Without any pictures, print exactly the lines that run from the start of the data through the line containing "2px #dbdbdb) drop-shadow(0".

** Opening Dataset records block **

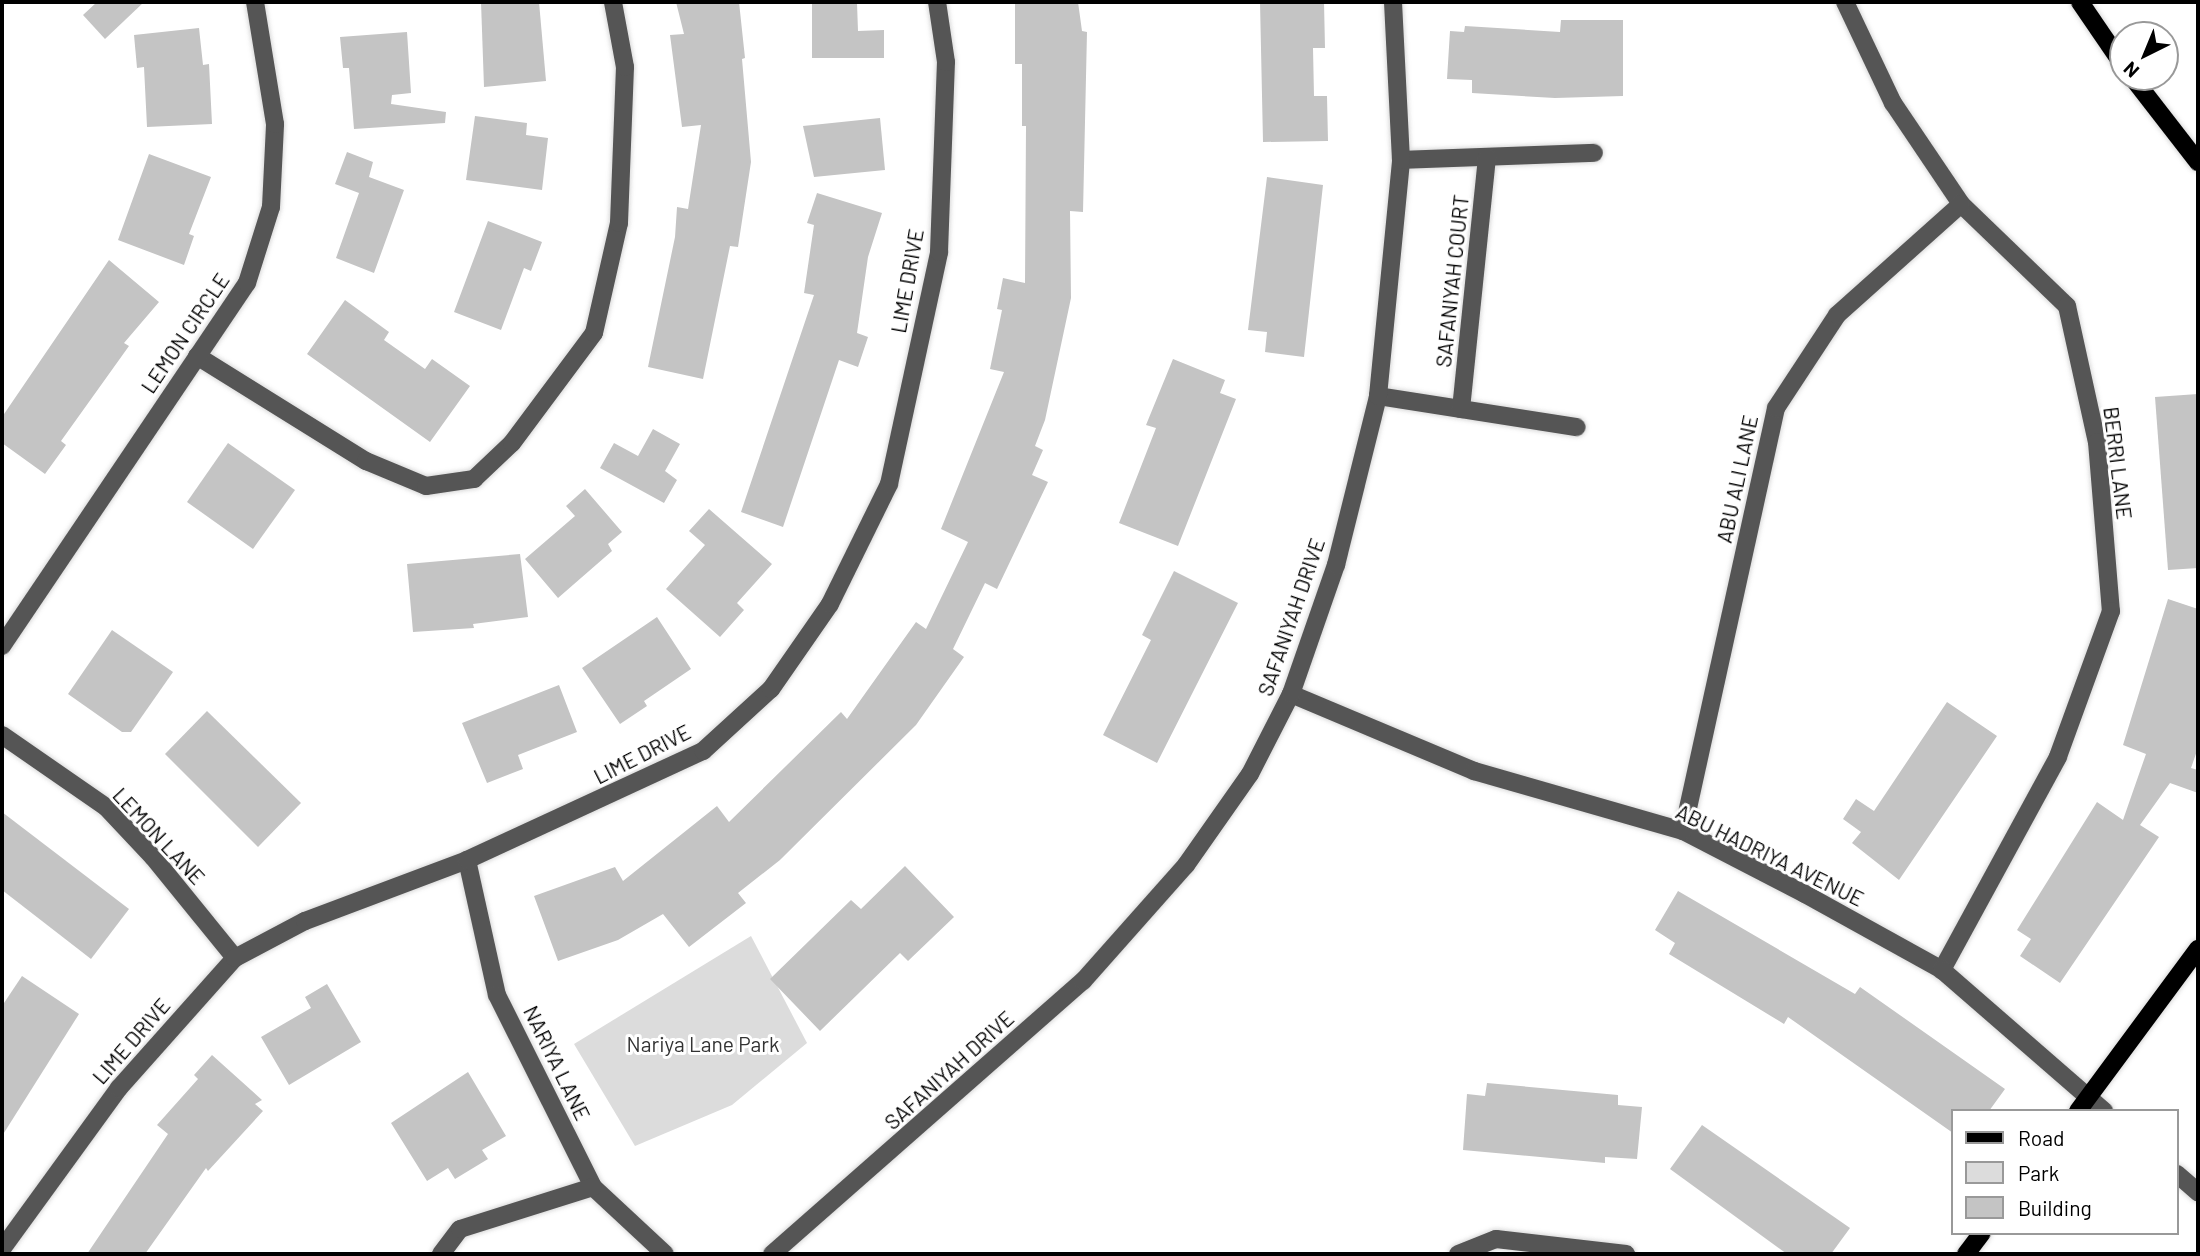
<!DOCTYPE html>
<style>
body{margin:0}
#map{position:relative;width:2200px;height:1256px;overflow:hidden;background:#fff;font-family:Barlow,sans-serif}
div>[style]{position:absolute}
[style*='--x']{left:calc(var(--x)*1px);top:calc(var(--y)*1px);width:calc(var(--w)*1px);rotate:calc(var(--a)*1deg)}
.green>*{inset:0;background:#dcdcdc}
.building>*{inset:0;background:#c4c4c4}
.roads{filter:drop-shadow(0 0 2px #dbdbdb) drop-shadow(0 0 2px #dbdbdb)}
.minor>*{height:18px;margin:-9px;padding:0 9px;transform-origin:9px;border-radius:9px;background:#555}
.major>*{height:18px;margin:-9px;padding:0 9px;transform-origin:9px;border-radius:9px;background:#000}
span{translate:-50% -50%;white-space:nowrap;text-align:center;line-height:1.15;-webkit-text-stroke:6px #fff;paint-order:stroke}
.street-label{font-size:21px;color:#000}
.park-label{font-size:21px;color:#333}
.frame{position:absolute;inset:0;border:4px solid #000;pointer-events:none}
.legend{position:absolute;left:1951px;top:1109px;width:228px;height:126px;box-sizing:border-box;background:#fff;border:2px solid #999;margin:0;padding:9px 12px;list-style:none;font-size:21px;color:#000}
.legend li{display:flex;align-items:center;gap:14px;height:35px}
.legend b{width:35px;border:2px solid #999}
.north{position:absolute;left:2109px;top:21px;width:70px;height:70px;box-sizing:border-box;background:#fff;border:2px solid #999;border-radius:50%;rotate:223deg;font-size:19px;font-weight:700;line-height:28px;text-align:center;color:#000}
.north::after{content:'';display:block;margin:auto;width:24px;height:32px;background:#000;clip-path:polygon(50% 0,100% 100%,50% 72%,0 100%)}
</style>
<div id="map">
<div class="green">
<div style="clip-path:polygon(751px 936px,807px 1043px,732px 1105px,635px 1146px,574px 1044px)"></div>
</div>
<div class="building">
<div style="clip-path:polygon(97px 2px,144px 2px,105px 39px,83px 15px)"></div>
<div style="clip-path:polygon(481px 2px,539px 2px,546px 81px,484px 87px)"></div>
<div style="clip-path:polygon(676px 2px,739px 2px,745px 58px,742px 59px,751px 162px,738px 247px,730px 246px,703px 379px,648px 367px,675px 237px,677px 207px,688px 209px,701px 125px,682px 127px,670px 35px,684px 34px)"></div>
<div style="clip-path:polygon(1015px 2px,1078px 2px,1082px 31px,1087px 32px,1083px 212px,1070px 211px,1071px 298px,1045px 420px,1035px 446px,1043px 450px,1032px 475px,1048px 482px,997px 589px,985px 583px,953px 649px,964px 657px,916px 725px,780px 860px,738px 893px,746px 903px,689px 947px,663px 914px,618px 940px,558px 961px,534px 896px,615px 867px,623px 881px,717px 806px,729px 822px,841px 712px,847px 719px,916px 622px,926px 629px,968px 542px,941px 529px,1004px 372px,990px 369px,1002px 310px,997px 309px,1003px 278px,1025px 283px,1026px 126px,1022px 126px,1022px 64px,1015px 64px)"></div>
<div style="clip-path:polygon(1260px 2px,1324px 2px,1325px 48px,1313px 48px,1314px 96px,1327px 96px,1328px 141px,1263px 142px)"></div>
<div style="clip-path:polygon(857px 3px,858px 31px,884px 30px,884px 58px,812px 58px,812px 4px)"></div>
<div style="clip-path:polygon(1561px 20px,1623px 20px,1623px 96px,1555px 98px,1472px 93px,1472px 80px,1447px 79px,1450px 31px,1464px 32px,1465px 26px,1560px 32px)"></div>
<div style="clip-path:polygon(199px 28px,203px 65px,209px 64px,212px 124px,147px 127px,144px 67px,137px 68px,134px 35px)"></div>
<div style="clip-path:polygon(407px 32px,411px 93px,392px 95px,391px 104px,446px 112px,445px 123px,354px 129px,349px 68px,343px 68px,340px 37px)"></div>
<div style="clip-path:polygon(475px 116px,527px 123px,526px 135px,548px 138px,542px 190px,466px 180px)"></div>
<div style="clip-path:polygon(880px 118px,885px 170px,814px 177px,803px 126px)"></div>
<div style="clip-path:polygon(347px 152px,373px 162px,369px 177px,404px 190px,374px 273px,336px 258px,359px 193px,335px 184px)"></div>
<div style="clip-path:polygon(149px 154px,211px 177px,189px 234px,194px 236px,184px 265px,118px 240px)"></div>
<div style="clip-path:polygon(1267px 177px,1323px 185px,1304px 357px,1265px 352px,1267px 332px,1248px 330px)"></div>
<div style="clip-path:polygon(817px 193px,882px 213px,868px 257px,857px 333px,868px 337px,858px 367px,839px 360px,783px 527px,741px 512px,814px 295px,804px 293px,814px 225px,807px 223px)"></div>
<div style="clip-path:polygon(488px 221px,542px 242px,531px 271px,524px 268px,501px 330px,454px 312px)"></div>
<div style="clip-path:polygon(109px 260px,159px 302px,124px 343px,129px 346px,61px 441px,66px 445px,45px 474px,2px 443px,2px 417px)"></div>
<div style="clip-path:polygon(345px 300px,389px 332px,384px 340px,425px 369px,432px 359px,470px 386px,430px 442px,307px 354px)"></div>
<div style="clip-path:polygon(1173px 359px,1225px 380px,1220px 393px,1236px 399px,1178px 546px,1119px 523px,1156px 428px,1146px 425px)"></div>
<div style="clip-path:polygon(2198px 394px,2198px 568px,2168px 570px,2155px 397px)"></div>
<div style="clip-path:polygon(653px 429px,680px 444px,665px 471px,677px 480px,664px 503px,600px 468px,614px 443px,638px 456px)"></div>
<div style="clip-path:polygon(228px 443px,295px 490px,253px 549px,187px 502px)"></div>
<div style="clip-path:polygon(585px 489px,622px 532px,608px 544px,612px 551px,558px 598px,525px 559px,575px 516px,566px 506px)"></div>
<div style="clip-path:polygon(709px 509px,772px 564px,737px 603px,744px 610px,720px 637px,666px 589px,705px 545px,689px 531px)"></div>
<div style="clip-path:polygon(520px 554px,528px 617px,473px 624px,474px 628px,413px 632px,407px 564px)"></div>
<div style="clip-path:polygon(1174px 571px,1238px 603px,1157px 763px,1103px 735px,1151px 640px,1142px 635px)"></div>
<div style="clip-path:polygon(2168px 599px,2198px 609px,2198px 748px,2191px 768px,2198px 770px,2198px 793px,2170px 783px,2140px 825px,2159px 837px,2060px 983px,2020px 956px,2031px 939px,2017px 930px,2097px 802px,2123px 820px,2146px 754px,2123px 745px)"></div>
<div style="clip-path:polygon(657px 617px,691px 669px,644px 701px,647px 706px,620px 724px,582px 668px)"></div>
<div style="clip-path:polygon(112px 630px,173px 672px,131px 732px,122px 732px,68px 694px)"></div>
<div style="clip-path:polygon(559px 685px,577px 732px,518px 755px,523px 769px,487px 783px,462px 723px)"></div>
<div style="clip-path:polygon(1947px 702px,1997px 736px,1899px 880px,1852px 843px,1861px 832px,1843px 819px,1856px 799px,1874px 811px)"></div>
<div style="clip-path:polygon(207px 711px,301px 803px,258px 847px,165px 754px)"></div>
<div style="clip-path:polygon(2px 812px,129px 909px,91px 959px,2px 890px)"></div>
<div style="clip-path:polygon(905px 866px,954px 917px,908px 961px,900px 953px,820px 1031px,770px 979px,851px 900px,861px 909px)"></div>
<div style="clip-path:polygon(1678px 891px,1855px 994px,1860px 987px,2005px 1089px,1989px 1111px,1953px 1111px,1953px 1133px,1788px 1017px,1784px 1024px,1669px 954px,1675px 943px,1655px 930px)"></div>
<div style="clip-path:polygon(22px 976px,79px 1014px,2px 1136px,2px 1006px)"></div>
<div style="clip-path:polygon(327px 984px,361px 1042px,289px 1085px,261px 1037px,311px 1008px,305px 997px)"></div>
<div style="clip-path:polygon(212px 1055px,262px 1100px,255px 1104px,263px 1111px,208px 1171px,206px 1168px,145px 1254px,87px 1254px,168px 1134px,157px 1125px,198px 1079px,194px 1075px)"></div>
<div style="clip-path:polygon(468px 1072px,506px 1136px,482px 1150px,488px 1159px,455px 1179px,448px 1168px,427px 1181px,391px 1123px)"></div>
<div style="clip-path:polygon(1487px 1083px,1618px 1095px,1618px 1105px,1642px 1107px,1637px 1159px,1605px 1157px,1605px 1163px,1463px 1150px,1467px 1094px,1485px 1096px)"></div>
<div style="clip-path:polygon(1702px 1125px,1850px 1228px,1831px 1254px,1787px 1254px,1670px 1169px)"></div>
</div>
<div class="roads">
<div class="minor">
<div style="--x:1845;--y:2;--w:112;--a:64.6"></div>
<div style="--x:1893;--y:103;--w:122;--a:56"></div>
<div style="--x:1961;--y:204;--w:147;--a:43.9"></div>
<div style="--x:2067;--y:306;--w:139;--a:77.6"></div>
<div style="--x:2097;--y:442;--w:170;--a:85.3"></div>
<div style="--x:2111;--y:611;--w:155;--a:110"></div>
<div style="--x:2058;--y:757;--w:243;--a:118.6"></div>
<div style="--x:1401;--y:160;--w:193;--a:-2.1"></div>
<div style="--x:197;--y:356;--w:199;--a:31.9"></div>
<div style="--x:366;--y:461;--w:65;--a:22.6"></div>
<div style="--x:426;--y:486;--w:49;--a:-8.3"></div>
<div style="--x:474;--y:479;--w:52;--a:-43.5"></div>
<div style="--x:512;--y:443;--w:137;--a:-53.3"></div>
<div style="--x:594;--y:333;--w:113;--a:-77.2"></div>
<div style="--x:619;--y:223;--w:156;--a:-87.8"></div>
<div style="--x:625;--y:67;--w:66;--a:-100.5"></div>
<div style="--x:1378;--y:396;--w:201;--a:8.9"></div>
<div style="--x:1461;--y:409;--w:253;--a:-84.1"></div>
<div style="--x:2;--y:646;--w:438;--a:-56"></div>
<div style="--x:247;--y:283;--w:80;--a:-72.5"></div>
<div style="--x:271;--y:207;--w:83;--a:-87.2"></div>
<div style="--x:275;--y:124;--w:124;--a:-99.3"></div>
<div style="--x:1291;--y:694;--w:199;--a:22.8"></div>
<div style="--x:1474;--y:771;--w:217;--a:16"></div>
<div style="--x:1683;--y:831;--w:137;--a:27.3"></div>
<div style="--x:1805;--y:894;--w:157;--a:29"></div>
<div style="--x:1942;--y:970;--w:215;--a:41"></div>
<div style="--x:2;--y:735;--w:126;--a:34.7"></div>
<div style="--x:106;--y:807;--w:69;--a:46.8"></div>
<div style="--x:153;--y:857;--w:130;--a:50.9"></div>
<div style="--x:1683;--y:831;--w:433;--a:-77.6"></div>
<div style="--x:1776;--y:408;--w:111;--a:-56.7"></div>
<div style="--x:1837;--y:315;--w:166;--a:-41.8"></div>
<div style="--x:467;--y:860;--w:138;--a:77.5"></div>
<div style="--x:497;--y:995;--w:215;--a:63.4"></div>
<div style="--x:593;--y:1187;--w:98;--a:42.9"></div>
<div style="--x:2177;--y:1174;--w:28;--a:41"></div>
<div style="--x:2;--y:1249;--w:199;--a:-54"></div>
<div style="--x:119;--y:1088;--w:174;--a:-48.3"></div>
<div style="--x:235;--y:958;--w:79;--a:-27.9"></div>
<div style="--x:305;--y:921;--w:173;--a:-20.6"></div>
<div style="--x:467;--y:860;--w:260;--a:-24.8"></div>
<div style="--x:703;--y:751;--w:92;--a:-42.4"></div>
<div style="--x:771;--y:689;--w:103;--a:-55.2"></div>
<div style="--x:830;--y:604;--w:134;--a:-63.8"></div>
<div style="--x:889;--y:484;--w:237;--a:-77.8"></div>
<div style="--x:939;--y:252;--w:190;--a:-87.9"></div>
<div style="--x:946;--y:62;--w:61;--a:-98.5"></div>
<div style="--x:441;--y:1254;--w:31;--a:-53"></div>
<div style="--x:460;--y:1229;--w:139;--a:-17.5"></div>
<div style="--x:772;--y:1254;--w:414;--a:-41.3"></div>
<div style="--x:1083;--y:981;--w:155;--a:-48.4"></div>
<div style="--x:1186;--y:865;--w:111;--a:-54.9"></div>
<div style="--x:1250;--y:774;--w:90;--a:-62.9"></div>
<div style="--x:1291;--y:694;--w:137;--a:-70.8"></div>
<div style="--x:1336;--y:565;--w:174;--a:-76"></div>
<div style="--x:1378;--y:396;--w:237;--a:-84.4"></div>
<div style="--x:1401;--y:160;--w:158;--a:-92.9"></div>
<div style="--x:1458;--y:1254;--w:41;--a:-21.5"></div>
<div style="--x:1496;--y:1239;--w:131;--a:6.6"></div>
</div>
<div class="major">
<div style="--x:2080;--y:2;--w:76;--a:55.7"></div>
<div style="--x:2132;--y:77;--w:108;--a:52.2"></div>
<div style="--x:2078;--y:1111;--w:202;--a:-53.5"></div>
<div style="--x:1966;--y:1254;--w:26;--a:-53"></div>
</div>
</div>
<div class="street-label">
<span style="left:907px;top:281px;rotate:-80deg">LIME DRIVE</span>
<span style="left:1452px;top:281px;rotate:-84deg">SAFANIYAH COURT</span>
<span style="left:185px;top:333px;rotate:-56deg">LEMON CIRCLE</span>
<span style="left:2118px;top:463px;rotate:83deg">BERRI LANE</span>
<span style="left:1737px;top:479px;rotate:-78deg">ABU ALI LANE</span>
<span style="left:1291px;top:617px;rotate:-71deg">SAFANIYAH DRIVE</span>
<span style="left:642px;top:754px;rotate:-27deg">LIME DRIVE</span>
<span style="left:159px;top:836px;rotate:47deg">LEMON LANE</span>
<span style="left:1770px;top:855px;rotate:26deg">ABU HADRIYA AVENUE</span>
<span style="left:131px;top:1041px;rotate:-49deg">LIME DRIVE</span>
<span style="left:557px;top:1063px;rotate:64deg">NARIYA LANE</span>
<span style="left:949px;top:1070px;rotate:-42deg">SAFANIYAH DRIVE</span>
</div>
<div class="park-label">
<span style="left:703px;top:1044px">Nariya Lane Park</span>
</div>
<div class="frame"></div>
<ul class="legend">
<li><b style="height:9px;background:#000"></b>Road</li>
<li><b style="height:19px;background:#dcdcdc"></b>Park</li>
<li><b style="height:19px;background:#c4c4c4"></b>Building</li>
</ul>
<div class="north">N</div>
</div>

** Closing Dataset records block **

Answer to this task:
<!DOCTYPE html>
<style>
body{margin:0}
#map{position:relative;width:2200px;height:1256px;overflow:hidden;background:#fff;font-family:Barlow,sans-serif}
div>[style]{position:absolute}
[style*='--x']{left:calc(var(--x)*1px);top:calc(var(--y)*1px);width:calc(var(--w)*1px);rotate:calc(var(--a)*1deg)}
.green>*{inset:0;background:#dcdcdc}
.building>*{inset:0;background:#c4c4c4}
.roads{filter:drop-shadow(0 0 2px #dbdbdb) drop-shadow(0 0 2px #dbdbdb)}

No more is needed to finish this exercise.